Der Kläger beantragt,
das Urteil des Landessozialgerichts Berlin-Brandenburg vom 10. Mai 2017 aufzuheben und die Berufung der Beklagten gegen das
Urteil des Sozialgerichts Berlin vom 24. Juni 2015 zurückzuweisen.
Die Beklagte beantragt,
die Revision des Klägers zurückzuweisen.
Sie hält das angegriffene Urteil für zutreffend.
Die Beigeladenen stellen keine Anträge.
II
Die zulässige Revision ist nicht begründet und daher zurückzuweisen (§
170 Abs
1 S 1
SGG).
Das LSG hat zu Recht das Urteil des SG aufgehoben und die Klage abgewiesen. Der Bescheid der Beklagten vom 23.4.2013 in der Gestalt des Widerspruchsbescheids vom
10.9.2013 ist rechtmäßig und verletzt den Kläger nicht in seinen Rechten. Nach einer Gesamtwürdigung der vom LSG für den Senat
bindend festgestellten Tatsachen (dazu 1.) war der Kläger als Geschäftsführer in der Zeit vom 1.10.2012 (Beginn des Geschäftsführer-Anstellungsvertrags)
bis zum 10.5.2017 (Tag der mündlichen Verhandlung vor dem LSG) Beschäftigter der Beigeladenen zu 1. und damit versicherungspflichtig
in der GRV und nach dem Recht der Arbeitsförderung (dazu 2.).
1. Der Senat ist nach §
163 SGG an die Tatsachenfeststellungen des LSG gebunden, weil sie nicht mit zulässig erhobenen Verfahrensrügen angegriffen worden
sind. Der Kläger hat entgegen §
164 Abs
2 S 3
SGG nicht alle Tatsachen bezeichnet, die den Verfahrensmangel ergeben.

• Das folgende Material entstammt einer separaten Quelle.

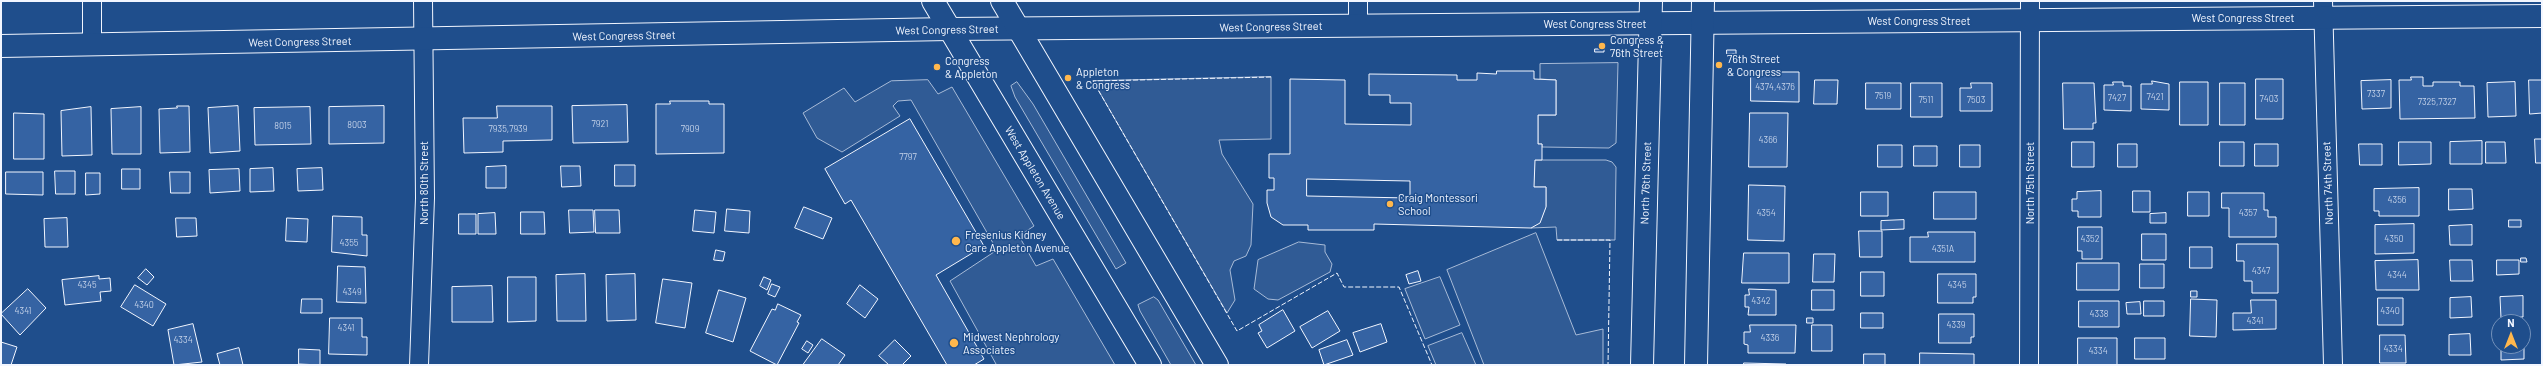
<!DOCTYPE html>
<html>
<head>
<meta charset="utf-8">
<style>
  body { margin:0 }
  #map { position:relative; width:2543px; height:366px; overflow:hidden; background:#1f4e8c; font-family:Barlow,sans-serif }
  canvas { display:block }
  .frame { position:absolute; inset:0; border:2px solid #f2f6ff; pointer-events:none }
  .north { position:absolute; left:2491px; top:314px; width:40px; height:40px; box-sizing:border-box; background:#1f4e8c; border:1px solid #7391ba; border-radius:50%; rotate:0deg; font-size:11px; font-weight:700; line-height:16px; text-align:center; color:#f2f6ff }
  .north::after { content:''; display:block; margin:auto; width:14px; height:18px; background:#ffb74d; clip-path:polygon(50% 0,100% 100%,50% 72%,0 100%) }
</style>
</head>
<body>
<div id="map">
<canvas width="2543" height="366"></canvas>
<div class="frame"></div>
<div class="north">N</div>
</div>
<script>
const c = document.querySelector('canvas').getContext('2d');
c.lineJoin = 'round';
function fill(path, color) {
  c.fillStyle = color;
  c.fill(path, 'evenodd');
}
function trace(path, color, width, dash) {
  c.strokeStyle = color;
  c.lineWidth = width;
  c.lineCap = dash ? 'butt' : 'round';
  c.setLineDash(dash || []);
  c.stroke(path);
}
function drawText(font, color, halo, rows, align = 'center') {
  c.font = font + ' Barlow,sans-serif';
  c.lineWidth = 3;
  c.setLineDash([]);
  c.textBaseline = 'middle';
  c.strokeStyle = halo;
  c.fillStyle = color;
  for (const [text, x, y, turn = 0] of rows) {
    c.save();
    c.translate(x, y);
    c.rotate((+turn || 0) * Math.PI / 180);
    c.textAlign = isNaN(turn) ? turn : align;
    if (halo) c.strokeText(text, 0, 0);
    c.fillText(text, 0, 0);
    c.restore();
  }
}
const built = new Path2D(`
  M1618 63 1616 143 1609 148 1542 147V144H1538V115H1556V80L1540 79V64Z
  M1271 77V139L1219 140 1222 154 1253 204 1251 245 1246 256 1234 261 1230 270 1235 300 1227 313 1093 81Z
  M928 80 938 94 952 87 1034 226 1019 236 1036 266 1053 259 1115 365H994L996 364 950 281 997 250 911 100 898 101 893 106 900 116 842 152 817 138 803 113 844 88 855 102 891 81Z
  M1017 82 1033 104 1126 263 1116 269 1015 97 1011 86Z
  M1535 160H1606L1612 162 1616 167 1615 240H1557L1556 227 1531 228 1540 222 1546 206V187H1534Z
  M1536 233 1576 335 1603 329V365H1484L1447 270Z
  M1299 242 1325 245V252L1332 264 1330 272 1278 300 1268 299 1254 289 1258 260Z
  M1440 277 1460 325 1425 339 1405 289Z
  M1154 297 1158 300 1196 365H1171L1140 311 1138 305Z
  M1462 333 1476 365H1436L1428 346Z`);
fill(built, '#305b95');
trace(built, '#a8bbd7', 1);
const building = new Path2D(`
  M1595 49H1604V52H1595Z
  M1727 50H1736V54H1727Z
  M1497 71H1534V79L1556 80V115H1538V144H1542V160H1535L1534 187H1546V207L1540 223 1531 228 1374 224V230H1308V225H1283L1271 217 1267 203V190H1274V178H1269V154H1290V79L1345 80V124L1411 125V103H1390V95H1369V74L1457 75V80H1477V73L1496 74ZM1307 179 1410 181V198L1307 196Z
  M1751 72H1799V102L1751 101Z
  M2411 77H2423V86H2433V82H2460V86H2474L2475 118 2400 119 2399 80H2411Z
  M2256 79H2283V119H2256Z
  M1815 80H1838L1837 104H1814Z
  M2391 80V108L2362 109 2361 81Z
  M2529 80H2542V113L2530 114Z
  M2152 81 2169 84V110L2141 109V84H2152Z
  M2113 82H2123V86H2131V111L2104 110V85H2113Z
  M2180 82H2208V125H2180Z
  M2515 82 2516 116 2488 117 2487 83Z
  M1866 83H1901V109H1866Z
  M1911 83H1942V117H1911Z
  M1971 83H1992V111H1960V88H1971Z
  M2063 83H2094L2096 123H2093V129H2064Z
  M2220 83H2245V125H2220Z
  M670 101H709V104H724V153L656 154V104H670Z
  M627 105 628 142 573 143 572 106Z
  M177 106H189L190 152 160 153 159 109 177 108Z
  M238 106 240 151 210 153 208 108Z
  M384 106V143L329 144V107Z
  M497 106H552V140L503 141V152L464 153 463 118H497Z
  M91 107 92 155 62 156 61 111Z
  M141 107V154H112L111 109Z
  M310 107 311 144 255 145 254 108Z
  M14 113 44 114V159H14Z
  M1750 113H1788L1787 167H1749Z
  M910 119 984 246 936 275 984 359 974 365H947L851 200 845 204 825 169Z
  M2535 139H2542V163H2536Z
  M2482 141V164H2450V142Z
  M2072 142H2094V167H2072Z
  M2220 142H2244V166H2220Z
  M2399 142H2431V164L2399 165Z
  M2486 142H2505L2506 163H2486Z
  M2118 144H2137V167H2118Z
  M2255 144H2278V166H2255Z
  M2359 144H2382V165H2360Z
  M1878 145H1902V167H1878Z
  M1960 145H1980V167H1960Z
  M1914 146H1937V166H1914Z
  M615 165H635V186H615Z
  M506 166V188H486V167Z
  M561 166H580L581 186 562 187Z
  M273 168 274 191 250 192V169Z
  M322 168 323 190 298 191 297 169Z
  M122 169H140V189H122Z
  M239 169 240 191 210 193 209 170Z
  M55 171H75V194H56Z
  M6 172H43V195L6 194Z
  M170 172H190V193H171Z
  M86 173H100V194L86 195Z
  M1749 185 1785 186 1784 241 1748 240Z
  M2419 188V216H2379V211H2374V189Z
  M2449 189H2472L2473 209 2449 210Z
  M2101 191V217H2078V211H2072V199H2077V192Z
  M2133 191H2150V212H2133Z
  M1861 192H1888V216H1861Z
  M1934 192H1976V219H1934Z
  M2188 192H2209V216H2188Z
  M2222 193H2264V210H2268V217H2276V237H2229V208H2222Z
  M804 207 832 218 823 239 795 228Z
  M727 209 750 211 749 233 725 231Z
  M569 210H593L594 232 570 233Z
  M595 210H619L620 233H596Z
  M695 210 716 212 714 233 693 231Z
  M521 212H544L545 234H521Z
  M495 213 496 234H478V214Z
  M2166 213V223H2150V214Z
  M459 214H476V234H459Z
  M333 216 362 217V235H367V256L332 252Z
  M67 218 68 247H45L44 219Z
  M176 218H196L197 236 177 237Z
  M287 218 308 219 307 242 286 241Z
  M1904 220V229L1881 230V221Z
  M2509 220H2521V227H2509Z
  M2414 224V253L2375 254V225Z
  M2472 225V245H2450L2449 226Z
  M2078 227H2102V259H2082V251H2078Z
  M1859 231H1882V257H1860Z
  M1928 232H1975V262H1910V237H1928Z
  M2142 234H2166V260H2142Z
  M2237 244H2278V293H2252V281H2244V261H2237Z
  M2190 247H2212V268H2190Z
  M716 250 725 252 723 261 714 260Z
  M1744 253H1789V283H1742Z
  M1814 254H1835L1834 282H1813Z
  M2521 258H2526L2527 262H2521Z
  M2418 260 2419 290H2376L2375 261Z
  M2450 260H2472L2473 281H2451Z
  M2497 260H2519V274L2497 275Z
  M2077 263H2119V290H2077Z
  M2140 264H2164V288H2140Z
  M338 266 365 267 366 303 337 302Z
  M146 269 154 277 147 285 138 278Z
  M1418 271 1421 281 1409 284 1406 275Z
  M1861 272H1884V296H1861Z
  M585 274 586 321H557L556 275Z
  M635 274 636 320 607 321 606 275Z
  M1938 274H1976V297H1973V303H1938Z
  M99 276V279L110 278 111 291 100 292 101 301 65 305 62 280Z
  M508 277H536V321L508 322Z
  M764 277 771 280 767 290 760 286Z
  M663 279 692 283 685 328 656 323Z
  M772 284 780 287 775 297 768 294Z
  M135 285 166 304 153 326 121 307Z
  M860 285 878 299 865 318 847 304Z
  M492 286 493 322H452V287Z
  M28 289 46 308 20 335 1 314Z
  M1749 289 1776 290V315H1748L1749 307H1745V295H1749Z
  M719 290 746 298 733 342 706 333Z
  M1812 290H1834V310H1812Z
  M2191 291H2197V297H2191Z
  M2523 296V317L2501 318 2500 297Z
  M2471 297 2472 317 2450 318V298Z
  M2378 298H2403V325H2378Z
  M302 299H322V313H301Z
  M2191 299 2217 300 2216 337 2190 336Z
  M2251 300H2276V329L2233 330V313H2251Z
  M2079 301H2119V327H2079Z
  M2144 301H2164V316H2144Z
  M2140 302 2141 314H2127L2126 303Z
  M778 304 801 315 797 322 799 323 777 365 750 351 772 309 775 310Z
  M1283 310 1295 331 1267 348 1258 333 1262 331 1259 325Z
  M1328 311 1340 331 1312 348 1300 327Z
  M1861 313H1883V328H1861Z
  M1939 314H1974V337H1971V343H1939Z
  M330 318H362V337H367V355L329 354Z
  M1807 318H1813V323H1807Z
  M193 324 202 362 174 365 168 330Z
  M1381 324 1387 342 1360 352 1353 333Z
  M1750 325H1796L1795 353H1748V345L1744 344V332H1750Z
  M1812 325H1832V351H1812Z
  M2470 334 2471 355H2449V335Z
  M2380 335H2405L2406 363H2380Z
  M2524 335V359L2501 360V346H2523Z
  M2078 338H2117V365H2078Z
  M2135 338H2165V359H2135Z
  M822 339 845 355 838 365H803Z
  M895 340 911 356 902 365H889L879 356Z
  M1347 340 1353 355 1324 365 1319 350Z
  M807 341 813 345 808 353 802 349Z
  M1 342 17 347 11 365H1Z
  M239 348 243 365H220L217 354Z
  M299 349 320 350V365L299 364Z
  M1920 353 1974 354V365H1920Z
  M1864 354H1885V365H1864Z
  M1744 363 1786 364 1785 365H1744Z`);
fill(building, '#3563a3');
trace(building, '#f2f6ff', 1);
const minor = new Path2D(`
  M1358 1V26
  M2323 1 2333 365
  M92 45V1
  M419 365 425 198 423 1
  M2029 365 2030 1`);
const tertiary = new Path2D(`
  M1 46 949 29 2542 16`);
const primary = new Path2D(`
  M933 1 1150 365
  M1002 1 1217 365
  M1642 365 1651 1
  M1696 365 1703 1`);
trace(minor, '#f2f6ff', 20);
trace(tertiary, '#f2f6ff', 24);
trace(primary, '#f2f6ff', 24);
trace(minor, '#1f4e8c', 18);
trace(tertiary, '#1f4e8c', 22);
trace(primary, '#1f4e8c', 22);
trace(new Path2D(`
  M1271 77 1093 81 1237 331 1337 273 1344 287H1399L1432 365
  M1557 240H1610L1608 365`), '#f2f6ff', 1, [5, 2]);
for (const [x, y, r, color] of [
  [1602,46,4,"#ffb74d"],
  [1719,65,4,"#ffb74d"],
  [937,67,4,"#ffb74d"],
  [1068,78,4,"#ffb74d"],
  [1390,204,4,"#ffb74d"],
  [956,241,5,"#ffb74d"],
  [954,343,5,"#ffb74d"]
]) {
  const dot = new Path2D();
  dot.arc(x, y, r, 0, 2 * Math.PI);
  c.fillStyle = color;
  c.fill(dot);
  trace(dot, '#1f4e8c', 1.5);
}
drawText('9px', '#c3d1e8', null, [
  ["4374,4376",1775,87],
  ["7337",2376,94],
  ["7519",1883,96],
  ["7421",2155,97],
  ["7427",2117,98],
  ["7403",2269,99],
  ["7511",1926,100],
  ["7503",1976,100],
  ["7325,7327",2437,102],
  ["7921",600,124],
  ["8003",357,125],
  ["8015",283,126],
  ["7935,7939",508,129],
  ["7909",690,129],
  ["4366",1768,140],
  ["7797",908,157],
  ["4356",2397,200],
  ["4354",1766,213],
  ["4357",2248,213],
  ["4352",2090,239],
  ["4350",2394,239],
  ["4355",349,243],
  ["4351A",1943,249],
  ["4347",2261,271],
  ["4344",2397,275],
  ["4345",87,285],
  ["4345",1957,285],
  ["4349",352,292],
  ["4342",1761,301],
  ["4340",144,305],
  ["4341",23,311],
  ["4340",2390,311],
  ["4338",2099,314],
  ["4341",2255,321],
  ["4339",1956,325],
  ["4341",346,328],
  ["4336",1770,338],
  ["4334",183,340],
  ["4334",2393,349],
  ["4334",2098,351]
]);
drawText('11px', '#f2f6ff', '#1f4e8c', [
  ["West Congress Street",2243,18],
  ["West Congress Street",1919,21],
  ["West Congress Street",1595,24],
  ["West Congress Street",1271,27,-1],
  ["West Congress Street",947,30,-1],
  ["West Congress Street",624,36,-1],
  ["West Congress Street",300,42,-1],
  ["West Appleton Avenue",1035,173,59],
  ["North 80th Street",424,183,-90],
  ["North 76th Street",1646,183,-88],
  ["North 75th Street",2030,183,-90],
  ["North 74th Street",2328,183,-92]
]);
drawText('11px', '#f2f6ff', '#1f4e8c', [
  ["Congress &",1610,40],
  ["76th Street",1610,53],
  ["76th Street",1727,59],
  ["& Congress",1727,72],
  ["Congress",945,61],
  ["& Appleton",945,74],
  ["Appleton",1076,72],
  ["& Congress",1076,85],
  ["Craig Montessori",1398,198],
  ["School",1398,211],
  ["Fresenius Kidney",965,235],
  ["Care Appleton Avenue",965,248],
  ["Midwest Nephrology",963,337],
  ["Associates",963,350]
], 'left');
</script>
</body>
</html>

Bei einem Verstoß gegen die Pflicht, den Sachverhalt von Amts wegen zu ermitteln (§
103 SGG), muss der Revisionskläger die Tatsachen bezeichnen, aus denen sich ergibt, dass sich das LSG von seinem sachlich-rechtlichen
Standpunkt aus zu weiteren Ermittlungen hätte gedrängt fühlen müssen. Hierzu gehört auch die Benennung konkreter Beweismittel,
deren Erhebung sich dem LSG hätte aufdrängen müssen. Es ist ferner darzulegen, zu welchem Ergebnis nach Auffassung des Revisionsklägers
die für erforderlich gehaltenen Ermittlungen geführt hätten und dass hieraus die Möglichkeit folgt, dass das Gericht ohne
den geltend gemachten Verfahrensfehler anders entschieden hätte (BSG Urteil vom 31.3.2017 - B 12 R 7/15 R - SozR 4-2400 § 7 Nr 30 RdNr 14 mwN, auch zur Veröffentlichung in BSGE vorgesehen). Diesen Anforderungen ist nicht mit
dem Vorbringen genügt, das LSG habe nur unzureichend die vertraglichen Regelungen zwischen dem Kläger und der Beigeladenen
zu 1. festgestellt.
Auch die Rüge des Klägers, die Entscheidung des LSG beruhe auf einer fehlerhaften Beweiswürdigung, ist nicht ordnungsgemäß
erhoben. Er hätte darlegen müssen, dass das Berufungsgericht die Grenzen seiner ihm durch §
128 Abs
1 S 1
SGG eingeräumten Befugnis verletzt hat, nach seiner freien, aus dem Gesamtergebnis des Verfahrens gewonnenen Überzeugung zu entscheiden,
weil gegen allgemeine Erfahrungssätze oder Denkgesetze verstoßen oder das Gesamtergebnis des Verfahrens nicht ausreichend
berücksichtigt worden ist (BSG Urteil vom 18.6.2013 - B 2 U 6/12 R - SozR 4-2700 § 9 Nr 22 RdNr 29 mwN). Daran fehlt es hier. Soweit ein Verstoß gegen Denkgesetze hinsichtlich der Bedeutung
des Begriffs "umfassend" behauptet wird, ist nicht dargetan, dass das LSG nur eine Folgerung hätte ziehen können, jede andere
nicht folgerichtig "denkbar" ist und das Gericht die allein in Betracht kommende nicht gesehen hat (vgl BSG aaO RdNr 31 mwN).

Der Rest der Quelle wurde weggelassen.